A compreensão popular apresentada pelo software da Linux dificilmente constitui a concepção robusta que Tutu tem do ubuntu. Sua teologia se concentra não na liberdade de indivíduos, mas na interconexidade desses indivíduos ou, como eu disse acima, na “liberdade indivisível”. É isso que me atrai tanto no conceito, no seu potencial: o fato de compreender a liberdade em relação a certo tipo de unidade, um tipo de unidade cuja possibilidade não reside na mesmidade, mas na justiça. É isso que Tutu diz em Hope and Suffering (p. 23): “Para que haja unidade, ela deve se basear, em última análise, no valor da justiça”.
Agora, o ubuntu avança rumo à justiça, não à vingança; ele se dirige rumo à restauração, não à retaliação.
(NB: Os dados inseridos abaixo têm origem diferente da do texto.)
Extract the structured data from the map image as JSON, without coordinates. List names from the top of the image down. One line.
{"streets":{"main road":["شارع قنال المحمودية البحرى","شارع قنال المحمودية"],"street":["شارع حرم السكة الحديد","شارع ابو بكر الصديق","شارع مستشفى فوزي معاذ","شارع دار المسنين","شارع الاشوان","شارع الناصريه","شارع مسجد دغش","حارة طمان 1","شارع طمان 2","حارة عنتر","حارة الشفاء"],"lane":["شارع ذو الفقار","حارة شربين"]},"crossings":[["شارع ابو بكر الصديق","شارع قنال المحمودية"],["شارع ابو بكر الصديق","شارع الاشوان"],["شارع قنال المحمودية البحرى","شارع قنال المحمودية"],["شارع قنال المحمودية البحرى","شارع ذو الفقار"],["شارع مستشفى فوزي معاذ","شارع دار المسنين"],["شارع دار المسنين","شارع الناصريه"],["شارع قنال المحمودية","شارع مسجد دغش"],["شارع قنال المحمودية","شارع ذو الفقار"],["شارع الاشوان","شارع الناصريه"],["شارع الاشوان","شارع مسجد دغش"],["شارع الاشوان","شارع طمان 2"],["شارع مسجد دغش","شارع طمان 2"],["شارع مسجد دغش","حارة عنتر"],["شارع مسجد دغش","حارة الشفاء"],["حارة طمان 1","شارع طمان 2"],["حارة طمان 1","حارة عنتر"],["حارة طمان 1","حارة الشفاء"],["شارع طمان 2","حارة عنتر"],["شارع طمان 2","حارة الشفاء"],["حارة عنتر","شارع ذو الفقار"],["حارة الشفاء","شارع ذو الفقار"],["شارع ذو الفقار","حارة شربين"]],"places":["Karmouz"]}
A teologia de Tutu entrelaça o ubuntu no tecido da história cristã, afirmando que Deus criou a humanidade indissoluvelmente interconectada. A declaração do ubuntu é a declaração de uma esperança transformadora, uma esperança por reconciliação e sua concretização em meio à vida humana, que está fragmentada e repleta de injustiça.

IHU On-Line – Para o senhor, “a teologia do ubuntu de Tutu é desafiadora para a compreensão dominante da teologia ocidental”. Por quê?

Charles Haws – O ubuntu se distingue tanto do individualismo cartesiano quanto do coletivismo homogêneo da submissão à “vontade geral” de Rousseau . Em A democracia na América, De Tocqueville  compara o pai da filosofia moderna, Descartes , com o pai do protestantismo, Lutero , satirizando: “Quem não percebe que Lutero, Descartes e Voltaire  empregaram o mesmo método?”. Seu método comum de dependência de si mesmo, expresso em uma desconsideração geral pela comunidade e tradição, passou a ser uma parte central não só da ideologia americana, na qual De Tocqueville se concentrou, mas também da teologia ocidental. A esse individualismo do Ocidente, contrapõe-se a ideia da “vontade geral” de Rousseau: o indivíduo se submete à república aderindo ao contrato social, e o contrato social representa a conformação ou homogeneização dos interesses individuais em interesses coletivos. O indivíduo transfere seus direitos à comunidade para suprimir a anarquia e alcançar segurança da vida e da propriedade; seu propósito é formar uma sociedade a que ele se submeteria completamente.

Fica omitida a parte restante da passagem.